Myers’s colleague, Rujuta Waknis, an REI grants program manager, cited the importance of “change management--grantees need to be consulted a bit more and stay engaged on how they will benefit,” she said.

One federal unit where the standardization process has been pursued for more than a decade is the GrantsSolutions office in the Administration for Children and Families at the Health and Human Services Department. It is a shared service center that works across 10 departments and handles $80 billion in grant money yearly. Its director, Michael Curtis, contributed to the Data Coalition report.

Software specialists in this office work with partners to consolidate and integrate best practices from 40 individual discretionary and mandatory grant systems into a common, configurable, cloud-based platform that enables organic development of governmentwide best practices, it notes on its website.

“I agree the move toward standard data is huge opportunity,” Paul Hasz, director of the unit’s System and Support Services Division, told Government Executive. “It will not only reduce the burden on grantees, but also improve program outcomes, it will help grantors move way from more compliant-based approaches to outcomes, so programs get better results.”

Some of the sticking points, however, stem from the fact that HHS administers a whopping 1,500 grant programs. Medical research for the Centers for Disease Control is hardly the same as data collection on federal railways, Hasz noted. “What is common among all specific programs in government is more prevalent on the financial side—what money is spent,” he said. “When you get to the actual outcomes and the use of what was done, each program is very different.”

In pursuing common data standards, he said he finds it helpful to “look at the history and find out what happened that prevented past initiatives from being successful. Some of those people may no longer be there,” he noted. He also recommended working in small focus groups and bringing the technology specialists in to meet grants management employees, and people on different programs who may not know each other, to “look for areas of commonality.” He added: “What we’re hearing from the federal chief information officer is about reducing the burden on taxpayers and becoming more citizen-focused, to come together on the easy things.”

To meet that goal, grants data collection standardization must “get to the point where we think in terms of more quantitative data versus qualitative data,” Hasz added. The former lends itself to narrative, and is harder to get metrics around. Quantitative data, which is more like yes-or-no, questions or picking A-B-C or D, is “easier to drive outcomes around.” Qualitative data written in more subjective paragraphs, he stressed, often requires bringing in expertise.
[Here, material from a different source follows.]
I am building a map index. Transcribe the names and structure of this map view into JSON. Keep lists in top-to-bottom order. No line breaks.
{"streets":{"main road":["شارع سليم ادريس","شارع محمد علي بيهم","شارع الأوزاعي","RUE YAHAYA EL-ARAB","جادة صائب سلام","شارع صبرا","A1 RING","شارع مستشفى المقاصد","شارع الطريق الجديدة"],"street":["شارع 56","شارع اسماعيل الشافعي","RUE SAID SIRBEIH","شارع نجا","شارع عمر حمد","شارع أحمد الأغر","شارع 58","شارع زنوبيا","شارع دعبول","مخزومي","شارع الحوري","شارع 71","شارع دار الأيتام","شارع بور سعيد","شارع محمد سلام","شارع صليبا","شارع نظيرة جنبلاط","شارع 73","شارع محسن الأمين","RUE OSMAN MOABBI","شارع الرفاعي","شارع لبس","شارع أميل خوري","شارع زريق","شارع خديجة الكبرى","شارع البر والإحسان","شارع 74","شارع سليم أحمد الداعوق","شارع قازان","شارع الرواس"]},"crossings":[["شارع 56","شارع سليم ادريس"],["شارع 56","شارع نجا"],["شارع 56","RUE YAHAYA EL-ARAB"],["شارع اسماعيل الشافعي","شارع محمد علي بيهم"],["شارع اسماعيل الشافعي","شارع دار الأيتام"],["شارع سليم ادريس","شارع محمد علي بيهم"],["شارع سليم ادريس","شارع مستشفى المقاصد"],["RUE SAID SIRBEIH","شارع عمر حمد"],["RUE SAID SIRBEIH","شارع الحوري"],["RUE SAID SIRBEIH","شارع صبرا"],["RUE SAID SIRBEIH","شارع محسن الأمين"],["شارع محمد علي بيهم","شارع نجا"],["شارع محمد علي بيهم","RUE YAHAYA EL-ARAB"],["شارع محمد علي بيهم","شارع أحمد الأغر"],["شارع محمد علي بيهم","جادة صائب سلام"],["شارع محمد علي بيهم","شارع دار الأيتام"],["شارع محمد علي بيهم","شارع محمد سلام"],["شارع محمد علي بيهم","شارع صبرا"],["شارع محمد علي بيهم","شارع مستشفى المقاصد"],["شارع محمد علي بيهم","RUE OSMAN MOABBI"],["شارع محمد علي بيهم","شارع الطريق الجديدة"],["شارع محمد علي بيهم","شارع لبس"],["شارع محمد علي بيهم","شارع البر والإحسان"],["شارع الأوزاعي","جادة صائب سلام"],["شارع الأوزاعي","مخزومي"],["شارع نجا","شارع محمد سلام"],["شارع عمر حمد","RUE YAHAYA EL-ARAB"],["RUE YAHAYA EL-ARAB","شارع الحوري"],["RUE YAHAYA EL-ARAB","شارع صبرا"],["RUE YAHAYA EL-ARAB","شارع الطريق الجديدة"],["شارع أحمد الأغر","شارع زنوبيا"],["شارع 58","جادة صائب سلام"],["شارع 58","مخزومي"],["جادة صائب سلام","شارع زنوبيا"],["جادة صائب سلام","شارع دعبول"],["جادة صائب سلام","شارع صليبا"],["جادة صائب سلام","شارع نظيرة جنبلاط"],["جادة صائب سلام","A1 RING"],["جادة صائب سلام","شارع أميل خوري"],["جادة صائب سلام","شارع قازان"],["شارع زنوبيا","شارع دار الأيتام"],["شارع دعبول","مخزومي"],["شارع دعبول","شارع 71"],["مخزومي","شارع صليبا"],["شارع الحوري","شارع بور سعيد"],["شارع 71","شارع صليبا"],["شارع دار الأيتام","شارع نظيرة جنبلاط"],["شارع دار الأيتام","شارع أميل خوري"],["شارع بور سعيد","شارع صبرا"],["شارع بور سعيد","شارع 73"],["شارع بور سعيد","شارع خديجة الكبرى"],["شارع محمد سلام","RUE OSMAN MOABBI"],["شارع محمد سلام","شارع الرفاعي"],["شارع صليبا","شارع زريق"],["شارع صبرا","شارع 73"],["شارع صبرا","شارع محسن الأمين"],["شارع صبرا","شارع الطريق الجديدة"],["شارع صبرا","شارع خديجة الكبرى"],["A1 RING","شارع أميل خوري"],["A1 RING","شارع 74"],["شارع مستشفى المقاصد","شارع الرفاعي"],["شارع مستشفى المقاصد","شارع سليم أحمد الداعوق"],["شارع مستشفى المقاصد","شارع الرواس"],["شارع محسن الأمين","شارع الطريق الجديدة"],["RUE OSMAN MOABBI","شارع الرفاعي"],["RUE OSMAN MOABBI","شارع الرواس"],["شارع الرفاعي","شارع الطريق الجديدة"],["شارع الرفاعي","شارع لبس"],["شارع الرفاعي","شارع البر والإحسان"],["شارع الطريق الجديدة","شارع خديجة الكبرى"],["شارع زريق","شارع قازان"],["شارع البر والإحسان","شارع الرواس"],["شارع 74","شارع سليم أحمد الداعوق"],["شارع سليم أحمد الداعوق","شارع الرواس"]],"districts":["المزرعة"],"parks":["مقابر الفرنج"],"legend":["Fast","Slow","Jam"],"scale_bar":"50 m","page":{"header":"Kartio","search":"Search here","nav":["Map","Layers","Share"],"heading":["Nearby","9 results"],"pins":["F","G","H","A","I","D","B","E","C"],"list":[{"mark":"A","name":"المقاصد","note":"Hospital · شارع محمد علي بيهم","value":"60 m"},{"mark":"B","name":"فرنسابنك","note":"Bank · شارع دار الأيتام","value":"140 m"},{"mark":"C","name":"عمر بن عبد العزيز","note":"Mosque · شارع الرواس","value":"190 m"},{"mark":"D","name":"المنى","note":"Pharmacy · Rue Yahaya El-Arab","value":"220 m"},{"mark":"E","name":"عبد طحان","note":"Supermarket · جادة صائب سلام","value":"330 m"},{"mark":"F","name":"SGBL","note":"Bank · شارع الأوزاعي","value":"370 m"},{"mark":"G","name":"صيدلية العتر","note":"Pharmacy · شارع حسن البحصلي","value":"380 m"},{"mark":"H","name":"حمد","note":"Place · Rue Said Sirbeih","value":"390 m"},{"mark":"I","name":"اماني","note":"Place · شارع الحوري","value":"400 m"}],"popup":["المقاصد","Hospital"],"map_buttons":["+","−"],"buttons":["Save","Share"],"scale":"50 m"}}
GrantSolutions is aiming to combine prose narrative with precise metrics.

David Martens, GrantSolutions’s director of strategic initiatives, added that the team has long heard people at agencies say “all our programs are too unique, but that’s not really true. “You can’t compare data on the amount of track laid on high-speed rail in California to the number of vaccines at CDC, Martens added. “But there are things in common that could be helpful. You really can create a platform where there’s commonality if the technology is designed in a configuration that’s more flexible” so it can be adapted, he said.

Martens estimated that the software can accommodate as much as 80 percent of what exists in a program’s data, and he encouraged managers to use elements that are already in agency libraries.

Grantees, he added, “spend too much time on the tasks associated with a grant, and the grantors spend too much time on compliance and oversight as in quarterly progress reports,” he said. “If we can make the process easier, we can spend more time and energy” on the mission.